Kantar Media tarafından yayımlanan yeni bir araştırmaya göre; reklamcılık sektöründe, reklam kampanyalarının performansı doğru ve tutarlı bir biçimde ölçümlenemiyor. Araştırmaya göre geleneksel ve dijital kanallar üzerinde tutarlı ölçütler geliştirilmediği takdirde, reklam sektöründeki büyümenin riske gireceği belirtilirken gereğinden fazla yapılan hedeflemenin de (Over-targeting) genel olarak reklamlarla herhangi bir sorunu olmayan tüketicileri uzaklaştırdığı ve markalarla olan ilişkilerini zedelediğine dikkat çekildi.

Kantar Media, tüketici ve endüstrinin reklamcılığa karşı tutumlarına yönelik gerçekleştirdiği uluslararası araştırması DIMENSION sonuçlarını açıkladı. Araştırma, iletişim planlama ekosisteminde çalışan kimseler için hedef kitleyi anlamaya yarayacak ve reklamların verimliliğini ölçecek tutarlı, karşılaştırılabilir ölçütlerin eksikliğinin ciddi bir endişe yarattığını ortaya koyuyor.
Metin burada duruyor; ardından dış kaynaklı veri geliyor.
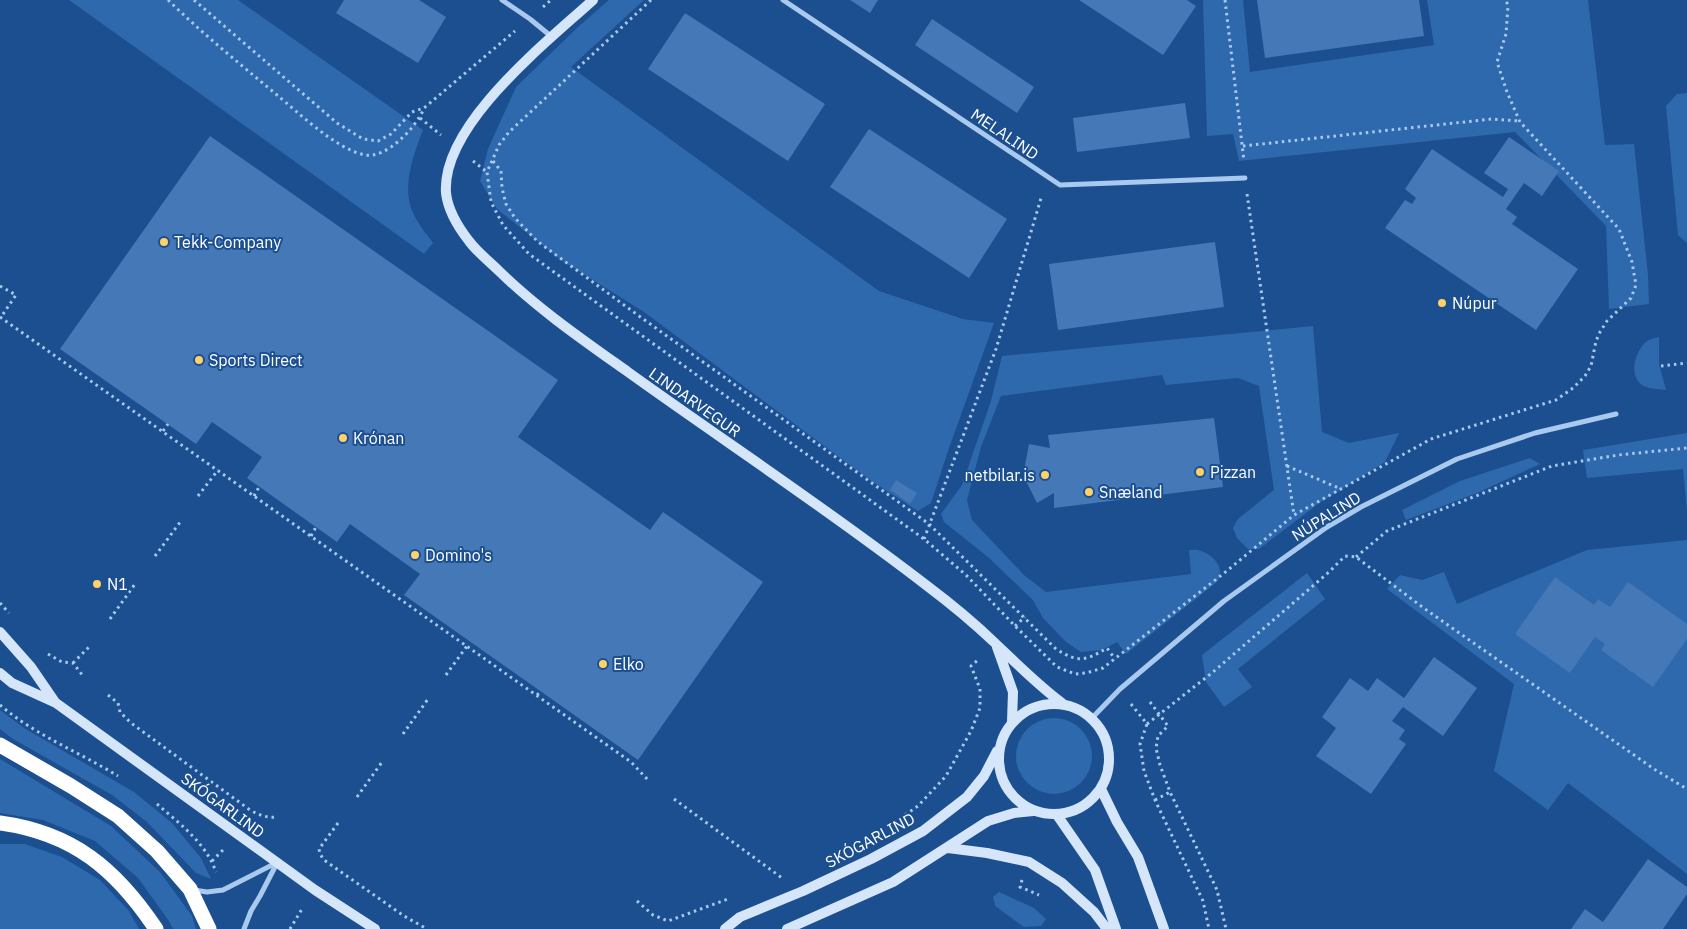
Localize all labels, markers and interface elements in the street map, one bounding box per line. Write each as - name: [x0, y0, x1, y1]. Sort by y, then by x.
- street label: MELALIND: [967, 104, 1043, 164]
- place label: Tekk-Company: [174, 232, 281, 252]
- marker: Tekk-Company: [158, 236, 170, 248]
- place label: Núpur: [1452, 293, 1497, 313]
- marker: Núpur: [1436, 297, 1448, 309]
- place label: Sports Direct: [209, 350, 303, 370]
- marker: Sports Direct: [193, 354, 205, 366]
- street label: LINDARVEGUR: [645, 363, 745, 441]
- place label: Krónan: [353, 428, 404, 448]
- marker: Krónan: [337, 432, 349, 444]
- place label: Pizzan: [1210, 462, 1256, 482]
- place label: netbilar.is: [965, 465, 1035, 485]
- marker: Pizzan: [1194, 466, 1206, 478]
- marker: netbilar.is: [1039, 469, 1051, 481]
- place label: Snæland: [1099, 482, 1162, 502]
- marker: Snæland: [1083, 486, 1095, 498]
- street label: NÚPALIND: [1287, 486, 1364, 545]
- place label: Domino's: [425, 545, 492, 565]
- marker: Domino's: [409, 549, 421, 561]
- place label: N1: [107, 574, 128, 594]
- marker: N1: [91, 578, 103, 590]
- place label: Elko: [613, 654, 644, 674]
- marker: Elko: [597, 658, 609, 670]
- street label: SKÓGARLIND: [177, 767, 269, 842]
- street label: SKÓGARLIND: [821, 807, 918, 872]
DIMENSION Araştırması’nın sonuçlarına göre dijitalde sıklıkla tekrarlanan reklamların, markaların pazarlama çalışmalarının tüketici üzerindeki genel etkisini azaltma riski var

DIMENSION araştırmasına göre;

Markalar reklamlarının etkisini ve etkinliğini yayınlanan kanallar ve pazarlar bazında tutarlı bir şekilde ölçümleyemiyor. Araştırma, bunun da markaların tüketici ilişkilerini zedeleyebilecek bir risk yarattığına dikkat çekiyor.

Yapılan araştırmaya katılanların yüzde 68’i kendilerine aktif olarak reklam yapılmasından hoşlandıklarını ve bunu kabullendiklerini belirtiyor. Ancak dijital platformlarda gereğinden fazla tekrarlanan reklam çalışmalarının da markaların pazarlama çabalarını zayıflatabileceği ifade ediliyor.

Araştırmaya katılanların yüzde 71’i aynı reklamları tekrar tekrar gördüklerini ve bunu rahatsız edici bulduklarını belirtiyor.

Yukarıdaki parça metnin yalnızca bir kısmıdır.